# Problem to solve
Every line below between the line holding "inset:0; background:#928471; transform-origin:0" and the line holding "font-size:20px; color:#1c1c1c; font-weight:700", inclusive, should be repeated exactly, and all other lines omitted.

[Opening Source material section]

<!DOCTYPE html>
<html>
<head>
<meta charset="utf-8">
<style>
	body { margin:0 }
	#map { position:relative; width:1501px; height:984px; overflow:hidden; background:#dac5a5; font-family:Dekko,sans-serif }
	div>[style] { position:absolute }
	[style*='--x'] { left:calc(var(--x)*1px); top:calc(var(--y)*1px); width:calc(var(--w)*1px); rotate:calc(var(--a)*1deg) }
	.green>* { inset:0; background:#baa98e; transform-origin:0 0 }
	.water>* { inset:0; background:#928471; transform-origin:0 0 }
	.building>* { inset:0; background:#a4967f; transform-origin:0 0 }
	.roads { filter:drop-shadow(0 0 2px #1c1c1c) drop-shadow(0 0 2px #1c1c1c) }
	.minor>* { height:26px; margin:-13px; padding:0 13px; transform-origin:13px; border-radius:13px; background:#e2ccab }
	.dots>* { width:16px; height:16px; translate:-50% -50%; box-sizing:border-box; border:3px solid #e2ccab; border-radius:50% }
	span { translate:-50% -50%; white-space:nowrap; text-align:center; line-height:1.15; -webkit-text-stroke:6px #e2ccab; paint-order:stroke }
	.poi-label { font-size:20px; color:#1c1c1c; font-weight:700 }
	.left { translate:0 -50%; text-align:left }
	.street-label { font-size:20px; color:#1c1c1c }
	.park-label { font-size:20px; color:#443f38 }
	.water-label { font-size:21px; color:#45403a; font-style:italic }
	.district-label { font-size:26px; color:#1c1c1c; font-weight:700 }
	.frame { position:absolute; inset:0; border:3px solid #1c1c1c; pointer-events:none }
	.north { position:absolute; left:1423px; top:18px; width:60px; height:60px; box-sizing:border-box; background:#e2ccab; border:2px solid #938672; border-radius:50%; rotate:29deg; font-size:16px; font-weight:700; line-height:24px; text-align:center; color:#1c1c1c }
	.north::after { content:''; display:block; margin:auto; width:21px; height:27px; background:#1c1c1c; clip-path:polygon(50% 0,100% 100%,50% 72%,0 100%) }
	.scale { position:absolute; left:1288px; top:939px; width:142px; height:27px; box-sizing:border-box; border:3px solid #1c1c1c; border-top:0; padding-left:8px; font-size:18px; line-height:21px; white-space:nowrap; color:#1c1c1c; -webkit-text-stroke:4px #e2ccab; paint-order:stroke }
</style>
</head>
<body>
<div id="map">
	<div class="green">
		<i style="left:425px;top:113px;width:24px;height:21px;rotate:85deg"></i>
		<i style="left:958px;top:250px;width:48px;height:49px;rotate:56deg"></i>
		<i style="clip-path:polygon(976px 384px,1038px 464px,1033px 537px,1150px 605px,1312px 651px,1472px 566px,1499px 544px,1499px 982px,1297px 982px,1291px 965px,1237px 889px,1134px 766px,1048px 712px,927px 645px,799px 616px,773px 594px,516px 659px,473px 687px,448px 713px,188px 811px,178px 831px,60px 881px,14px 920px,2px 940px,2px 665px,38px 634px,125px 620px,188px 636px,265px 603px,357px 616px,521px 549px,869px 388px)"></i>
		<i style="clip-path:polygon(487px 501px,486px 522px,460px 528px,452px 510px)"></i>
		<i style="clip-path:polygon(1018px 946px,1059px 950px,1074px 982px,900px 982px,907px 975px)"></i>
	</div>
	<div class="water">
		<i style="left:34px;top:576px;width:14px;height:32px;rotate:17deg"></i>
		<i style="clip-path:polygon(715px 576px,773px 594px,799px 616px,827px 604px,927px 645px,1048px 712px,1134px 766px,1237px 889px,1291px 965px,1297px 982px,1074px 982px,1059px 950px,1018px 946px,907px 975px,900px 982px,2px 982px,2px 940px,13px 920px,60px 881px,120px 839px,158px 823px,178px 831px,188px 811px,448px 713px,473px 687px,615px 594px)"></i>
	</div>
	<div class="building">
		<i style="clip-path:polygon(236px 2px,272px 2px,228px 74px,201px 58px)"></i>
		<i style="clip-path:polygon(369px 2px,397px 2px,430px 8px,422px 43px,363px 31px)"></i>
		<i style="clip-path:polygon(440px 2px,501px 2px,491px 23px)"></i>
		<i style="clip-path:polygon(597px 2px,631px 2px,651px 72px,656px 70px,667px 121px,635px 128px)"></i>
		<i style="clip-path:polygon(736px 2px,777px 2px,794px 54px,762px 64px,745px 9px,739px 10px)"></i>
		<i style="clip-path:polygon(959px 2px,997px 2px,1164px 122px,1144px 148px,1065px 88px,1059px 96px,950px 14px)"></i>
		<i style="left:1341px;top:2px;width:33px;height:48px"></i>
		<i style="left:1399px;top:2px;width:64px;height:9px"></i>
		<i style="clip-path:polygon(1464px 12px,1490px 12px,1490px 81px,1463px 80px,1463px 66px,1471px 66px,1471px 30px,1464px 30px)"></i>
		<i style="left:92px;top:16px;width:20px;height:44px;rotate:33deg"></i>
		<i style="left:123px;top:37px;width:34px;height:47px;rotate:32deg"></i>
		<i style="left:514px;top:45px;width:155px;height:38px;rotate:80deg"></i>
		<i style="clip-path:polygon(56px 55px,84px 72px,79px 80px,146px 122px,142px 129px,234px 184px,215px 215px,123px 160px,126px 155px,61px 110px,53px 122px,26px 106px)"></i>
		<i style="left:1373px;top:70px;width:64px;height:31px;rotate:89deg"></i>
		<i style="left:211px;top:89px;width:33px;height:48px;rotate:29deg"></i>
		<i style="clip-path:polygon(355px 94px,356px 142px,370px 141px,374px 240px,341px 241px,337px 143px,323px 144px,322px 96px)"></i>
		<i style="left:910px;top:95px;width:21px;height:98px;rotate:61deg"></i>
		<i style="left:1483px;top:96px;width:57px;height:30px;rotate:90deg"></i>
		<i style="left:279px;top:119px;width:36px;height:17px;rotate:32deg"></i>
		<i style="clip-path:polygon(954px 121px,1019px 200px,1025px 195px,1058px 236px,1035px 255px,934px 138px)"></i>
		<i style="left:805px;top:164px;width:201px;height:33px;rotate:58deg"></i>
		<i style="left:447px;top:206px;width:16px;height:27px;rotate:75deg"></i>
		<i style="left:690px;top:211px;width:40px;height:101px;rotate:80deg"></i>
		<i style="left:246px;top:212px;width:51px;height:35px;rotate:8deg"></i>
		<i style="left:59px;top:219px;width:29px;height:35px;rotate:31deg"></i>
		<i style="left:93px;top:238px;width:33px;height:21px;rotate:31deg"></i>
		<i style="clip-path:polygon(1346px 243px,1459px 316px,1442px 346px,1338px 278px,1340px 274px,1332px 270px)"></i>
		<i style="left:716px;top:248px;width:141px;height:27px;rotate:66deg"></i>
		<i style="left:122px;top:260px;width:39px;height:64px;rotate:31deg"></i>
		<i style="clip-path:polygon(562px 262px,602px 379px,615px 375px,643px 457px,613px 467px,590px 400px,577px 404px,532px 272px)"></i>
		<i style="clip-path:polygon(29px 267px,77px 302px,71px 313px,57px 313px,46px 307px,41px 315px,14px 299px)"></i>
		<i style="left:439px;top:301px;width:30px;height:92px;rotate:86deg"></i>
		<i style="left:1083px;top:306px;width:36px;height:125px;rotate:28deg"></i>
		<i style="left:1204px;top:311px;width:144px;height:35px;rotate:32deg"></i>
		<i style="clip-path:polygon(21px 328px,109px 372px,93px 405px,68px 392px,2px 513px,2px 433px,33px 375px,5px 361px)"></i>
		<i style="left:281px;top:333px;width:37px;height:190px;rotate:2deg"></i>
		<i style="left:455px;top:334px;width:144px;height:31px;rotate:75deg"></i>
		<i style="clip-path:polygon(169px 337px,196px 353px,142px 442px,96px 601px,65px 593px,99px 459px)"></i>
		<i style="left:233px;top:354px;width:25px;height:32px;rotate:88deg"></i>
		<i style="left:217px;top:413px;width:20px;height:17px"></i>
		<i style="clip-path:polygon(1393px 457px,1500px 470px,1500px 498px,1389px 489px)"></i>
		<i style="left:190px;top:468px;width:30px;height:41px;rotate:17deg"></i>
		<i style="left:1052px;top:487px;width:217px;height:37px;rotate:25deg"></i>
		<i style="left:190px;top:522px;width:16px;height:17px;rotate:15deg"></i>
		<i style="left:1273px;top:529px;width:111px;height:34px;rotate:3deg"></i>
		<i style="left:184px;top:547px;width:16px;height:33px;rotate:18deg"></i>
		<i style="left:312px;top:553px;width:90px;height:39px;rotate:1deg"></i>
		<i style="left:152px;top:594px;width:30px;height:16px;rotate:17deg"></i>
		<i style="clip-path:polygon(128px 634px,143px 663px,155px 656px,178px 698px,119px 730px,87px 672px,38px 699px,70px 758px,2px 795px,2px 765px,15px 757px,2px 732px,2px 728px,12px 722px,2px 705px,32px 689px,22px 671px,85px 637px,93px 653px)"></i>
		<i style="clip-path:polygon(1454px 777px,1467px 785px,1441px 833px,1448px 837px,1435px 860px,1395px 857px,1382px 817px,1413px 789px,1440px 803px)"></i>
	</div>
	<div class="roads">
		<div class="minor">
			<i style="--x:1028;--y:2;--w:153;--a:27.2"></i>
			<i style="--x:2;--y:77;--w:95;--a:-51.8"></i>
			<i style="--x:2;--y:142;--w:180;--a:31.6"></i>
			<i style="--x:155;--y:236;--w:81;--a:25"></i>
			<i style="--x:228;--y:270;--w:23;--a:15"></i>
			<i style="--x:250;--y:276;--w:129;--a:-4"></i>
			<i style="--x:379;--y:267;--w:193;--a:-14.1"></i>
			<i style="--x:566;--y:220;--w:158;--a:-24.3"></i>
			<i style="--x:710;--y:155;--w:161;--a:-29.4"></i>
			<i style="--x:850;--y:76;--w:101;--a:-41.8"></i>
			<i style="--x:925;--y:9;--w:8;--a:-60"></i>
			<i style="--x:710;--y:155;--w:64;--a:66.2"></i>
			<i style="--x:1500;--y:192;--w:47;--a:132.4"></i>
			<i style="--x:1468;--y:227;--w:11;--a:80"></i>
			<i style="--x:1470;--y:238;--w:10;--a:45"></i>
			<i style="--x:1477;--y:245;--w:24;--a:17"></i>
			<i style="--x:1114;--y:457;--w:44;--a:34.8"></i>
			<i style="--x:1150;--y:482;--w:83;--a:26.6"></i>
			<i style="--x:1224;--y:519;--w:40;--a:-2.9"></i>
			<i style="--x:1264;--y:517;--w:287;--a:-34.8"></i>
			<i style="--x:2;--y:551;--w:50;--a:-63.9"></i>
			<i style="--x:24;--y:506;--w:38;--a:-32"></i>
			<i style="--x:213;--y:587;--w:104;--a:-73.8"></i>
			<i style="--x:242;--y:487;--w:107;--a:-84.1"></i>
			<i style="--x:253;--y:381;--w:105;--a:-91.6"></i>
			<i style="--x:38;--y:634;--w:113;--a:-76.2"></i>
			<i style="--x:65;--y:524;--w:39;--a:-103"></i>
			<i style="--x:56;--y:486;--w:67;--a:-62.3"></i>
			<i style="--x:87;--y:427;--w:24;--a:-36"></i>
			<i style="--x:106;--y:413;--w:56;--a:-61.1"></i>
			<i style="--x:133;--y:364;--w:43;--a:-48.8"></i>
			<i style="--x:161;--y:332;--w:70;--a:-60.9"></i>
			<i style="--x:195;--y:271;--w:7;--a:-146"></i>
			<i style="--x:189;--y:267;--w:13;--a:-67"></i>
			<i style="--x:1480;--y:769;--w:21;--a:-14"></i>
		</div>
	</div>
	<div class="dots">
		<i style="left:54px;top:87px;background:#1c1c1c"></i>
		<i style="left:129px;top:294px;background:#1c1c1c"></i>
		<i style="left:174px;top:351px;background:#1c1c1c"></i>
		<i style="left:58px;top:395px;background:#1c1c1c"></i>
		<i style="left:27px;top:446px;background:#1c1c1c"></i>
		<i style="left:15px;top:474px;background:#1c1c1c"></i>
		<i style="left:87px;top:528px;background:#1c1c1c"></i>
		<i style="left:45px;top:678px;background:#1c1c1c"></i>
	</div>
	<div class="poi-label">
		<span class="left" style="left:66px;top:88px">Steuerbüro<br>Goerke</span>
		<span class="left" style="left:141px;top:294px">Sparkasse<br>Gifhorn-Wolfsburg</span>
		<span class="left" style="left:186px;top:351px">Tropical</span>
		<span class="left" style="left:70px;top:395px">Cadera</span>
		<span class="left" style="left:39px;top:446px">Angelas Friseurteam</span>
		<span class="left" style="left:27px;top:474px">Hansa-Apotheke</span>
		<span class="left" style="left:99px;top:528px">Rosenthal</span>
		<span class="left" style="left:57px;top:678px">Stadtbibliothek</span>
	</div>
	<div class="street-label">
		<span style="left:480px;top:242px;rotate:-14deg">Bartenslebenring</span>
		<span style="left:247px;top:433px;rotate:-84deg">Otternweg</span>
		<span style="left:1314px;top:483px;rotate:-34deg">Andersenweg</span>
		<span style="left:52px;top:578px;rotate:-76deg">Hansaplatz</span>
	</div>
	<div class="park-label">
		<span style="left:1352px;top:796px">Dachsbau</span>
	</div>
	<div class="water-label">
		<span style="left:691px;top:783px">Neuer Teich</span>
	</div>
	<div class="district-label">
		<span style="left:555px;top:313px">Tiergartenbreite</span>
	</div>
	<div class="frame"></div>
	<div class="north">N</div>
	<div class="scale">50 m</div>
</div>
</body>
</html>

[Closing Source material section]

# Completed exercise
	.water>* { inset:0; background:#928471; transform-origin:0 0 }
	.building>* { inset:0; background:#a4967f; transform-origin:0 0 }
	.roads { filter:drop-shadow(0 0 2px #1c1c1c) drop-shadow(0 0 2px #1c1c1c) }
	.minor>* { height:26px; margin:-13px; padding:0 13px; transform-origin:13px; border-radius:13px; background:#e2ccab }
	.dots>* { width:16px; height:16px; translate:-50% -50%; box-sizing:border-box; border:3px solid #e2ccab; border-radius:50% }
	span { translate:-50% -50%; white-space:nowrap; text-align:center; line-height:1.15; -webkit-text-stroke:6px #e2ccab; paint-order:stroke }
	.poi-label { font-size:20px; color:#1c1c1c; font-weight:700 }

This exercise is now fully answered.